Bu insanın nefesini tutup yerin metrelerce altına girmesi çok zor bir disiplindir…
‘Uzun süre yüksek binalara girmeye çekindim’
Tülin Ayaz, 55, emekli İngilizce öğretmeni
*Deprem anında her şey yerle bir oldu. Kızım Gamze’yi gardırobun altından çekerek aldık. Biz şanslıydık, apartman çok sağlamdı.
*Depremde yara almamamıza rağmen psikolojik olarak çok etkilendik. Uzun süre yüksek binalara girmeye çekindim. Yüksek sesten çok etkilendim.
*Her gün görüştüğümüz komşularımızın enkaz altında kalması beni çok üzmüştü. Rüyalarıma girdiğini, onları kurtarmaya çalıştığımı hatırlıyorum.
*Başka bir şehre gitme imkânı olanlar hemen gitti. Biz tek katlı bir eve taşındık.
‘Doğanın kanunu bu, ileriye bakmak zorundayız’
Aysel Çiçek, 44
*19 yaşımdaydım. Bir yakınımızın Çınarcık’taki evinde misafirdim. Deprem olunca deniz kıyısına koştuk. Bir yandan “Tsunami olacak” diyorlar ama akli melekelerimiz durmuş olduğundan kıpırdayamıyorduk. Yanında olduğum ailenin çocukları gelip bizi aldı. Yolda durumun vahametini görünce korkum başka bir boyuta taşındı. Bu duyguyla başa çıkmam yıllar sürdü. İlk zamanlar her şey anlamsız; öleceksek neden yemek yiyoruz gibi duygulara kapıldım… Bu psikolojiyi kimse bilmediği için yalnızlaşıyorsunuz.
*Hâlâ ani seslerden çok korkarım. Terapiye başladım; zaman zaman iyileşmiş hissetsem de böyle felaketlerde hemen su yüzüne çıkıyor. Şu an psikolojik desteğe daha kolay ulaşılabiliyor. Yaralar hızlı sarılabiliyor. Bunu bilmek insana umut ışığı oluyor. Doğanın kanunu bu, ileriye bakmak zorundasınız.
‘Geri dönüp birilerine yardım edebilirsin’

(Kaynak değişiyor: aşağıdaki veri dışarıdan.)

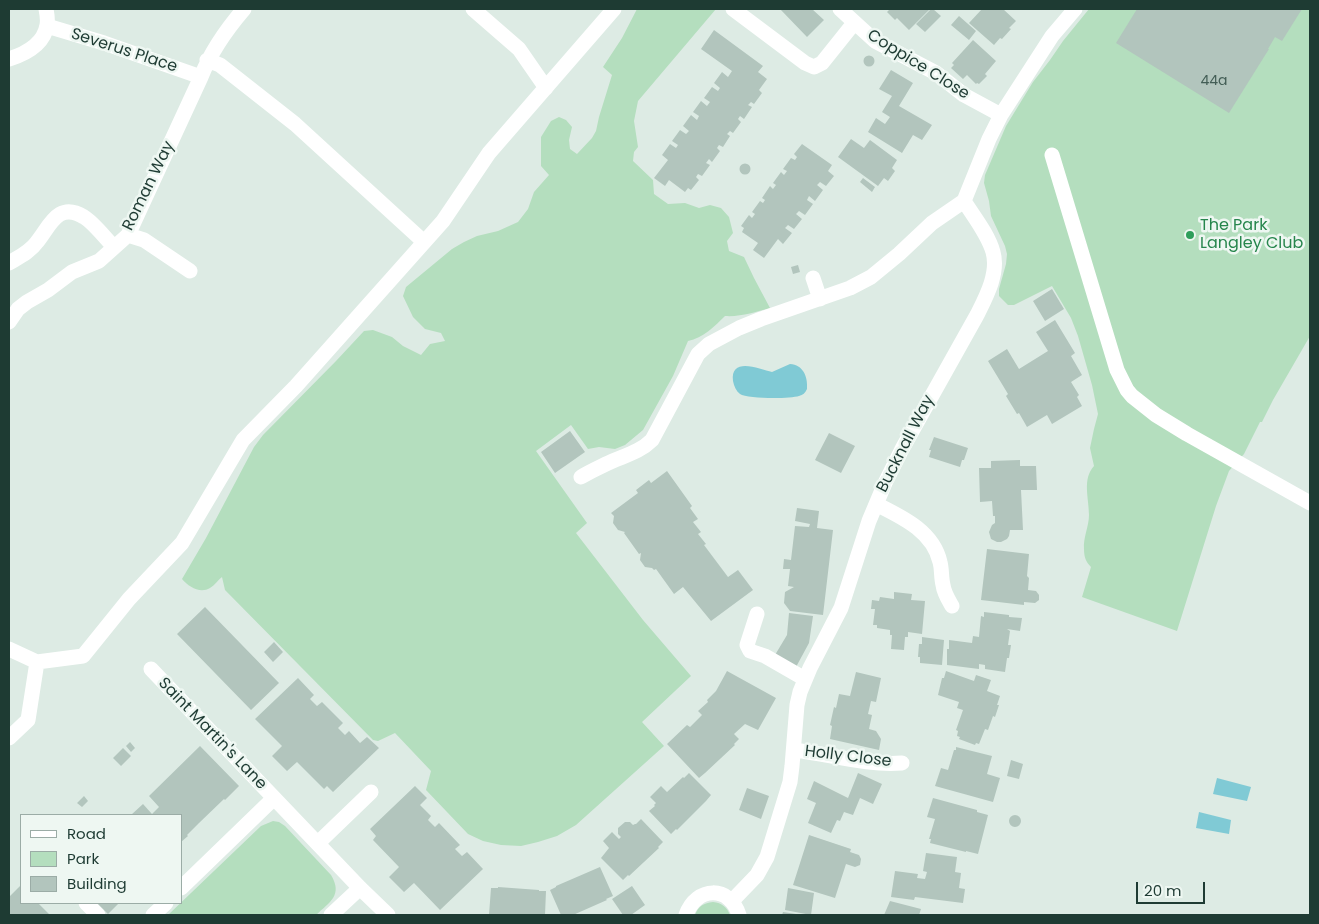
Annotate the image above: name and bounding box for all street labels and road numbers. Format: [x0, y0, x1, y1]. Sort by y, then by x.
street label: Severus Place [68, 25, 180, 77]
street label: Coppice Close [863, 26, 973, 104]
street label: Roman Way [119, 138, 179, 234]
street label: Bucknall Way [873, 392, 939, 496]
street label: Saint Martin's Lane [154, 674, 270, 794]
street label: Holly Close [804, 742, 892, 772]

Meliha Özdoğan, 55, öğretmen
*Ev, eşya önceliğiniz olmasın. Hayatta olmanız devam edebileceğinizi gösterir. Ruhunuzu, bedeninizi ve sevdiklerinizi iyileştirmeye çalışın. Ne kadar hızlı toparlanırsanız o kadar iyi olur. Geri dönüp yaşadığın yerde birilerine yardımcı olabilirsin; kimsesiz kalanlara, sakat kalanlara, sevgiye ihtiyacı olan bebeklere ve çocuklara... Onlarla iyileşebilirsin. Bunları yapabilirsin ama yine de çok zor…

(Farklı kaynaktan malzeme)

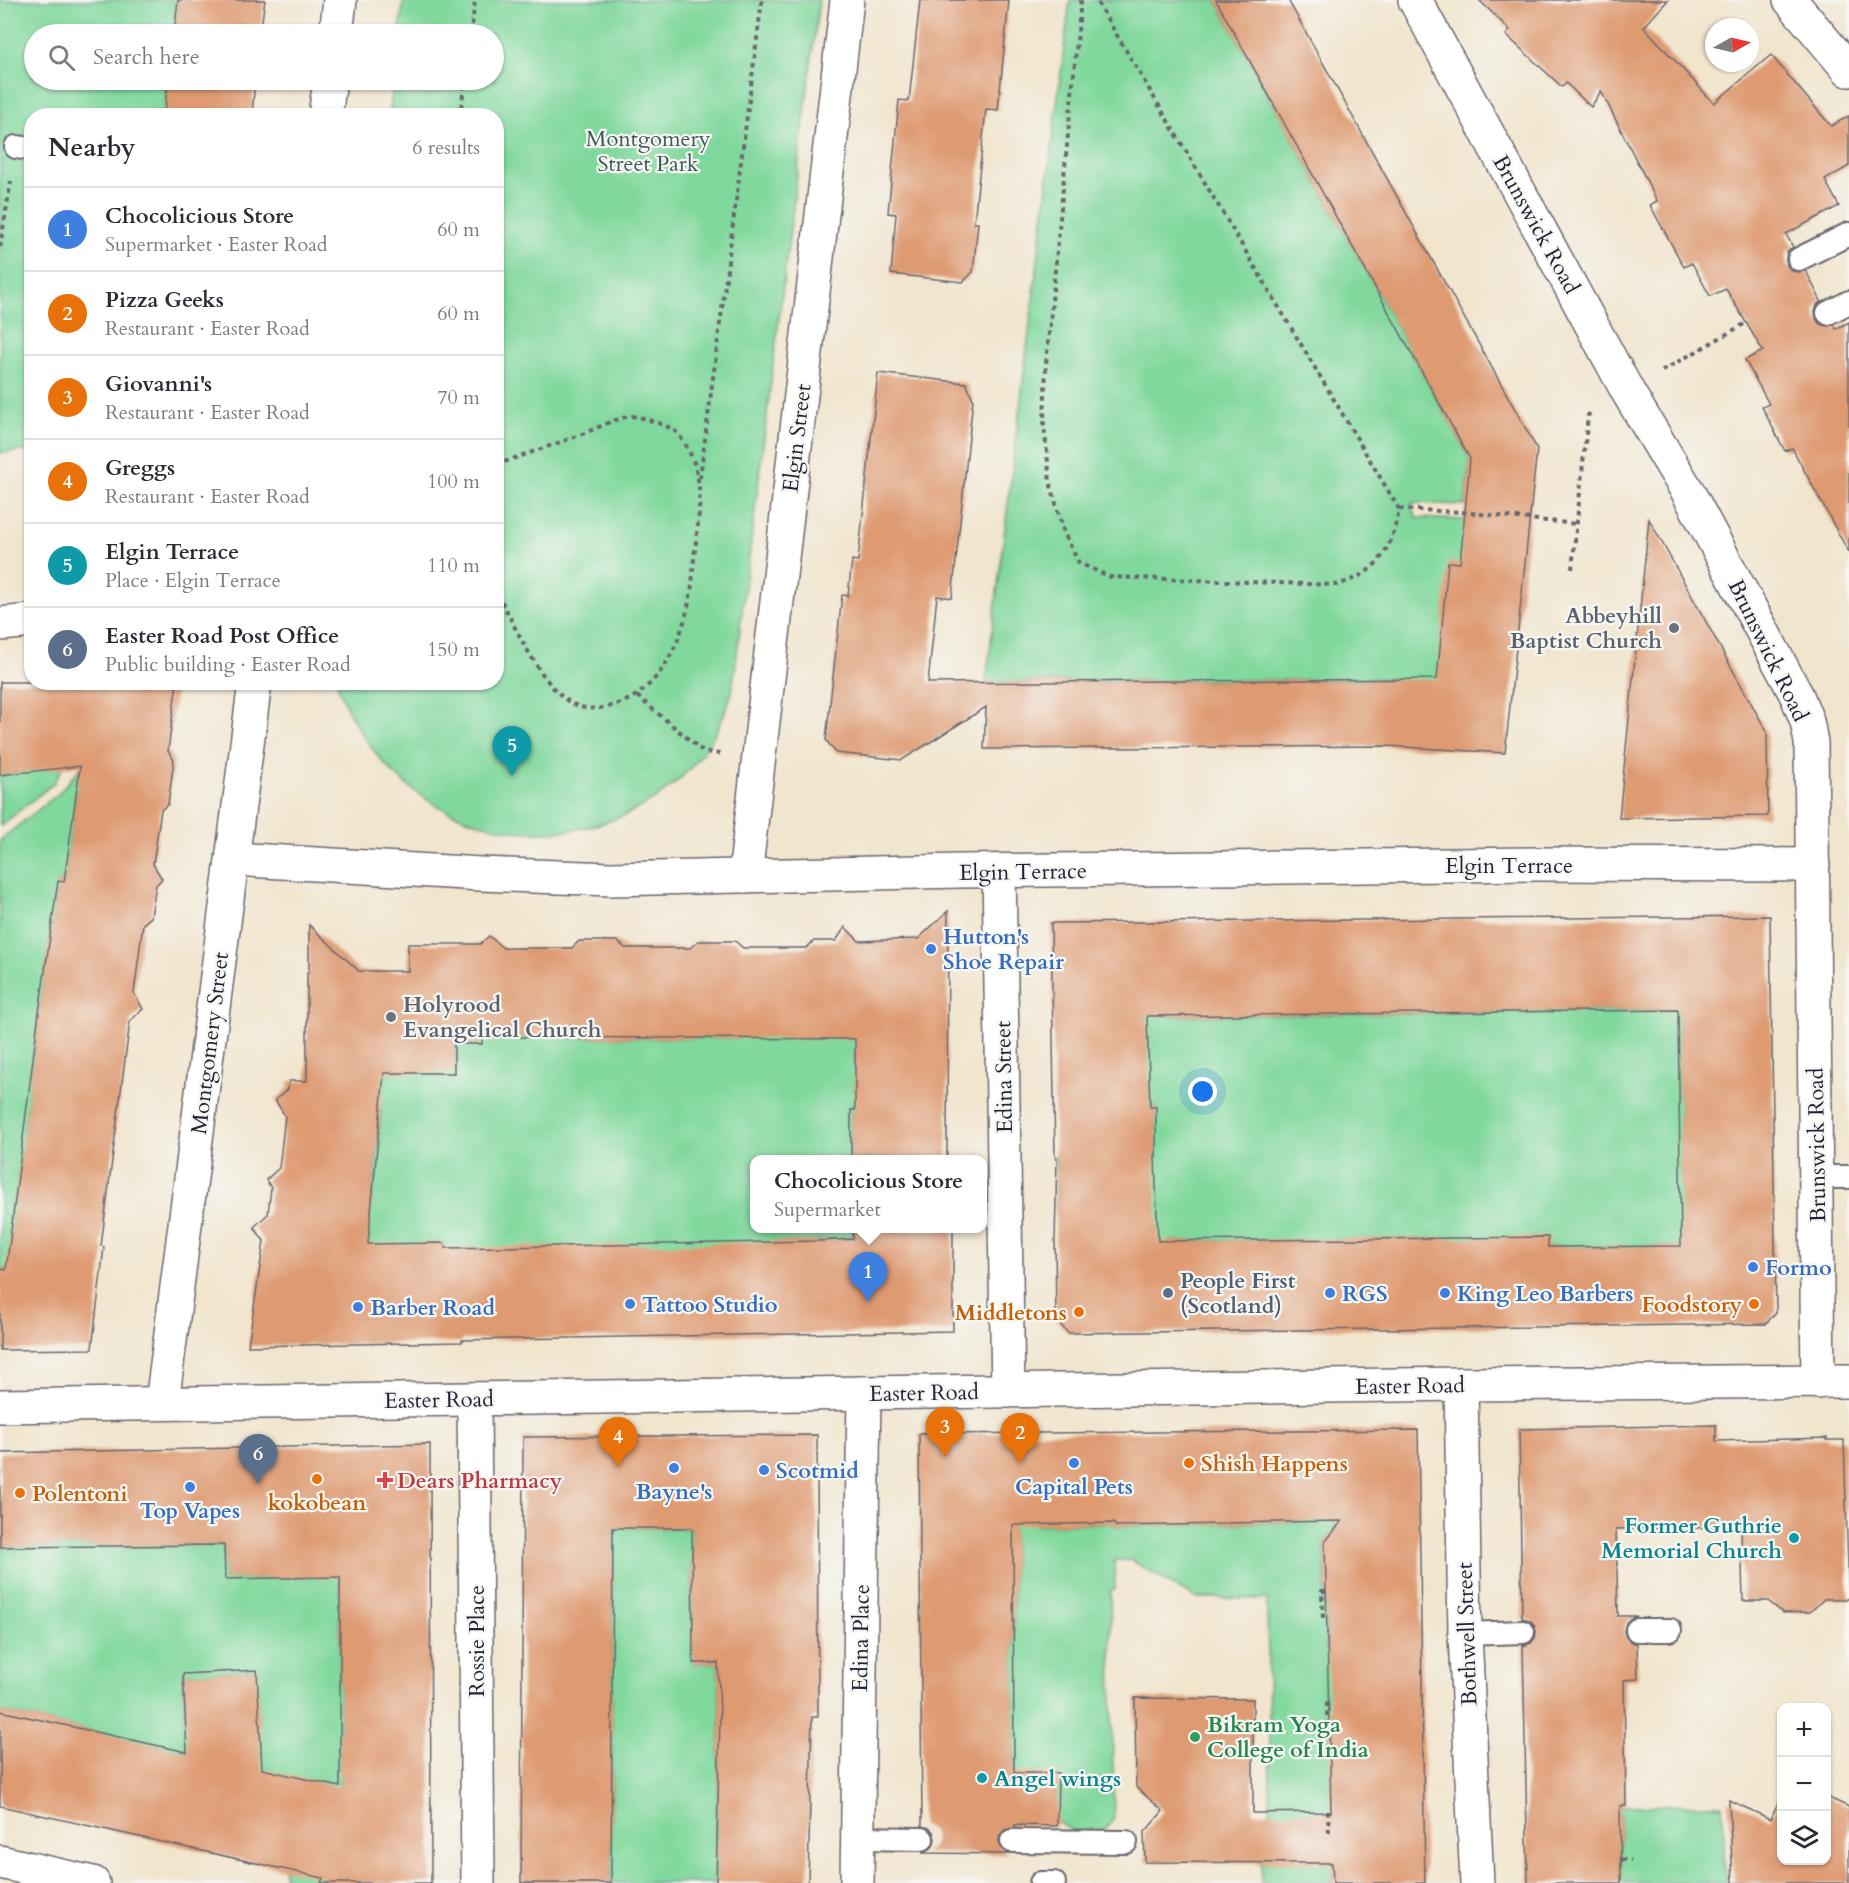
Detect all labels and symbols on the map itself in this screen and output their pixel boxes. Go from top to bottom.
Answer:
north arrow [1705,18,1759,72]
park label: Montgomery Street Park [586,124,711,179]
street label: Brunswick Road [1485,150,1587,300]
street label: Elgin Street [775,382,819,494]
street label: Brunswick Road [1721,574,1816,727]
place label: Abbeyhill Baptist Church [1510,601,1663,656]
marker: Abbeyhill Baptist Church [1667,621,1681,635]
pin: 5 [492,726,532,776]
street label: Elgin Terrace [1445,851,1573,881]
street label: Elgin Terrace [959,856,1087,888]
place label: Hutton's Shoe Repair [943,922,1064,977]
marker: Hutton's Shoe Repair [924,942,938,956]
street label: Montgomery Street [184,950,236,1136]
place label: Holyrood Evangelical Church [403,990,602,1045]
marker: Holyrood Evangelical Church [384,1010,398,1024]
street label: Edina Street [988,1021,1020,1133]
street label: Brunswick Road [1801,1067,1833,1223]
your location [1188,1077,1217,1106]
pin: 1 [848,1252,888,1302]
place label: Formo [1765,1253,1832,1283]
marker: Formo [1746,1260,1760,1274]
place label: People First (Scotland) [1180,1266,1296,1321]
place label: RGS [1342,1279,1388,1309]
place label: King Leo Barbers [1457,1279,1633,1309]
marker: People First (Scotland) [1161,1286,1175,1300]
marker: RGS [1323,1286,1337,1300]
marker: King Leo Barbers [1438,1286,1452,1300]
place label: Tattoo Studio [642,1290,778,1320]
place label: Foodstory [1642,1290,1742,1320]
place label: Barber Road [370,1293,495,1323]
marker: Tattoo Studio [623,1297,637,1311]
marker: Foodstory [1747,1297,1761,1311]
place label: Middletons [955,1298,1067,1328]
marker: Barber Road [351,1300,365,1314]
marker: Middletons [1072,1305,1086,1319]
street label: Easter Road [1355,1370,1465,1402]
street label: Easter Road [869,1377,979,1409]
street label: Easter Road [384,1384,494,1416]
pin: 3 [926,1408,964,1457]
pin: 2 [1000,1414,1040,1463]
pin: 4 [598,1418,638,1467]
pin: 6 [238,1434,278,1484]
place label: Shish Happens [1201,1449,1348,1479]
place label: Scotmid [776,1456,859,1486]
marker: Capital Pets [1067,1456,1081,1470]
marker: Shish Happens [1182,1456,1196,1470]
marker: Bayne's [667,1461,681,1475]
marker: Scotmid [757,1463,771,1477]
place label: Dears Pharmacy [397,1466,563,1496]
marker: kokobean [310,1472,324,1486]
place label: Capital Pets [1015,1472,1133,1502]
marker: Dears Pharmacy [378,1473,392,1487]
place label: Bayne's [636,1477,712,1507]
place label: Polentoni [32,1479,127,1509]
marker: Top Vapes [183,1480,197,1494]
marker: Polentoni [13,1486,27,1500]
place label: kokobean [268,1488,366,1518]
place label: Top Vapes [140,1496,240,1526]
place label: Former Guthrie Memorial Church [1601,1511,1782,1566]
marker: Former Guthrie Memorial Church [1787,1531,1801,1545]
street label: Bothwell Street [1450,1562,1484,1706]
street label: Edina Place [845,1584,877,1692]
street label: Rossie Place [462,1585,492,1697]
place label: Bikram Yoga College of India [1207,1710,1369,1765]
marker: Bikram Yoga College of India [1188,1730,1202,1744]
place label: Angel wings [994,1764,1121,1794]
marker: Angel wings [975,1771,989,1785]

‘99 depremine görev başında yakalandım, Kahramanmaraş’ta neyle karşılaşacağımı biliyordum’
Alkan Özdemir, 47, arama kurtarma itfaiye amiri
* Ben depremi itfaiyede görev başındayken yaşadım. Binayı hızlıca tahliye ettik. Sonra bir anonsla Gölcük’te 7 katlı bir binanın çöktüğünü duyduk, oraya arama kurtarma çalışmasına gittik. 7 yaşında bir kız çocuğunu çıkardık. Kahramanmaraş’a gittiğimde nasıl bir manzarayla karşılaşacağımı az çok tahmin ediyordum; depremin şiddetine ve önceden yaşadığım deneyimime dayanarak...
* Yolda hiçbir şekilde sosyal medyaya veya diğer haber kaynaklarına bakmadım, bunu istemedim, amacım oraya psikolojik olarak sağlam bir şekilde gitmekti. Çünkü olaya anında sağlıklı müdahale etmek zorundaydık. 1999’daki depremde bizi etkileyen her şeyi çok iyi biliyorum, bu yüzden duygusal açıdan beni etkileyecek görüntüleri görmek istemedim.

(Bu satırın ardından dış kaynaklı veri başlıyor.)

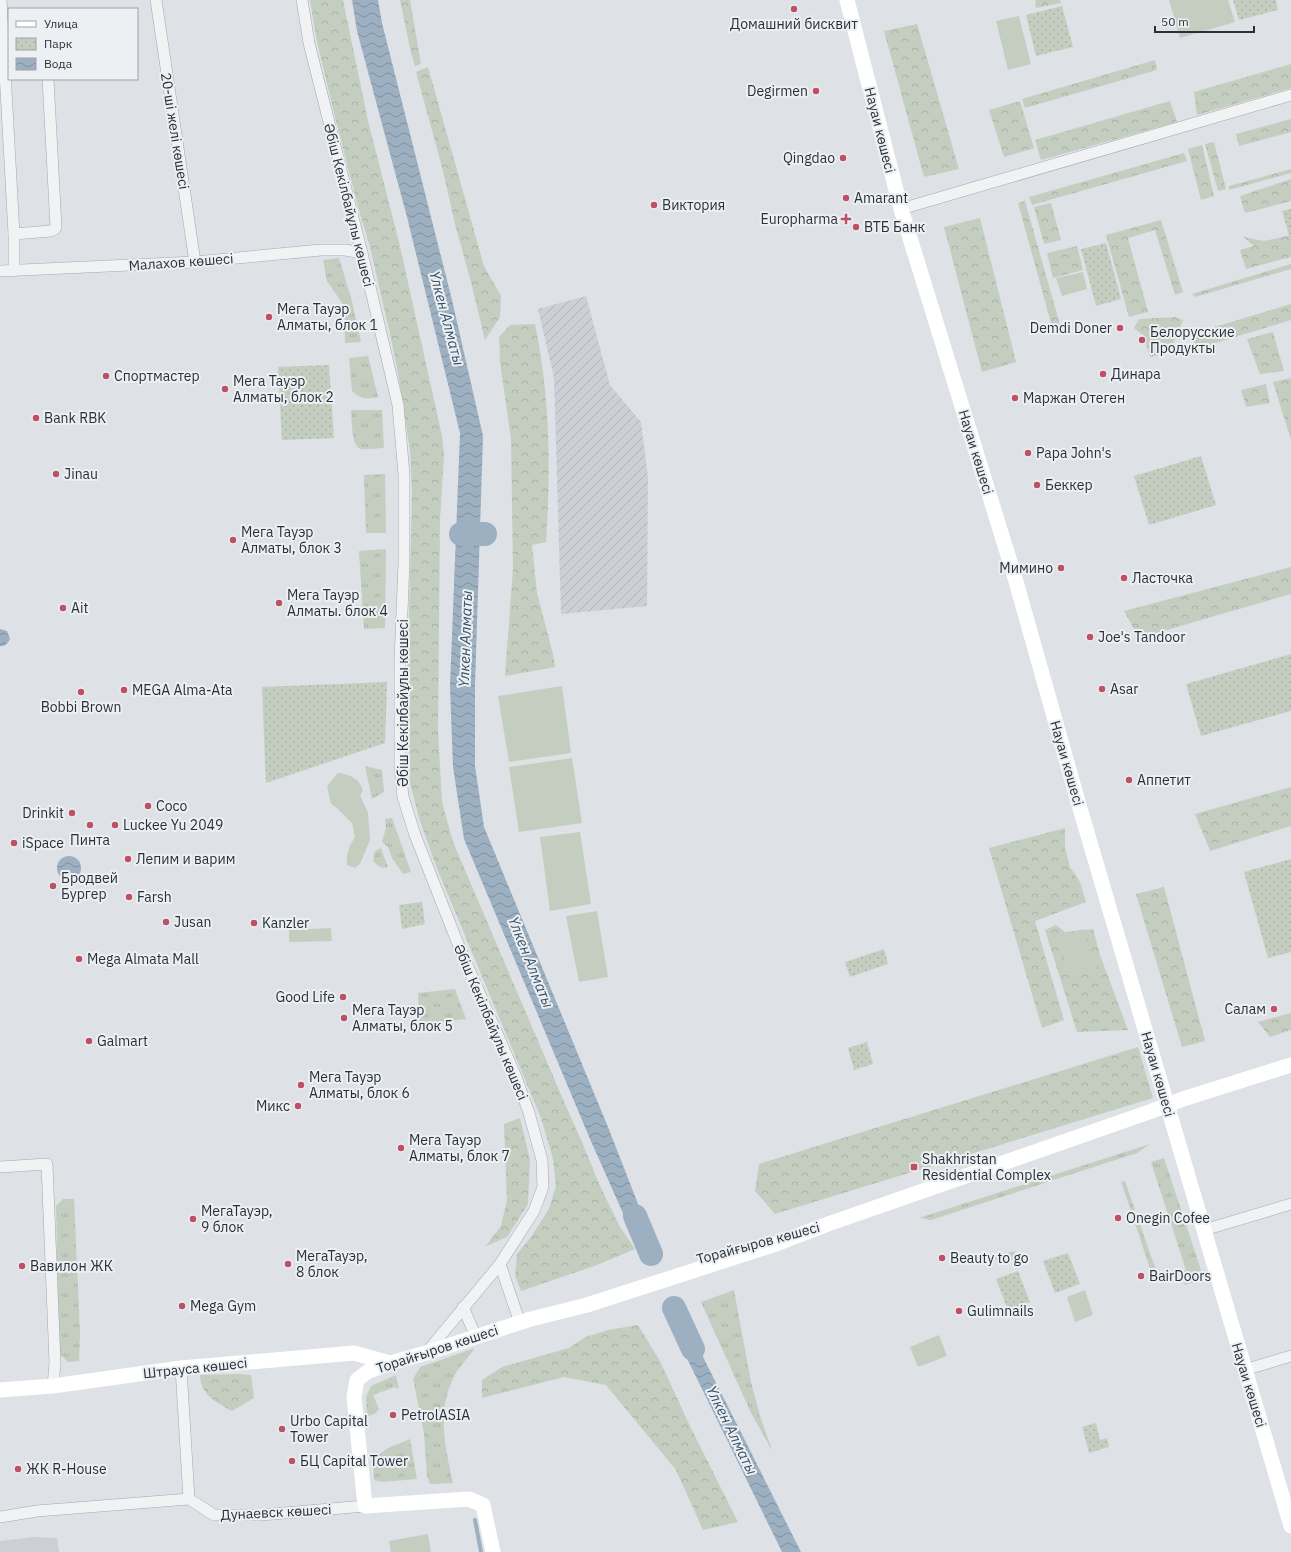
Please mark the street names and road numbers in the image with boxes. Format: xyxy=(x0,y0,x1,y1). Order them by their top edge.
street label: 20-ші желі көшесі xyxy=(157,71,193,191)
street label: Науаи көшесі xyxy=(861,85,899,175)
street label: Әбіш Кекілбайұлы көшесі xyxy=(320,121,378,289)
street label: Малахов көшесі xyxy=(128,249,234,275)
street label: Науаи көшесі xyxy=(955,407,997,497)
street label: Әбіш Кекілбайұлы көшесі xyxy=(394,619,412,787)
street label: Науаи көшесі xyxy=(1046,718,1088,808)
street label: Әбіш Кекілбайұлы көшесі xyxy=(450,941,532,1103)
street label: Науаи көшесі xyxy=(1137,1029,1179,1119)
street label: Торайғыров көшесі xyxy=(694,1218,822,1268)
street label: Торайғыров көшесі xyxy=(374,1321,500,1377)
street label: Науаи көшесі xyxy=(1228,1340,1270,1430)
street label: Штрауса көшесі xyxy=(142,1354,248,1382)
street label: Дунаевск көшесі xyxy=(220,1500,332,1524)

* Olay yerine vardığınızda zaten bakış açınız çok değişiyor. Televizyondan izlediğiniz veya sosyal medyadan takip ettiğiniz gibi bir psikolojisi yok sahanın. 1999’da Gölcük’te yaşadığımız depremden çok şey öğrendik, bu sefer çok daha bilinçli ve ne yapmamız gerektiğini bilerek müdahale ettik. Acı çok büyük ama oradakileri kurtarıp yaşatmaya kenetlendik.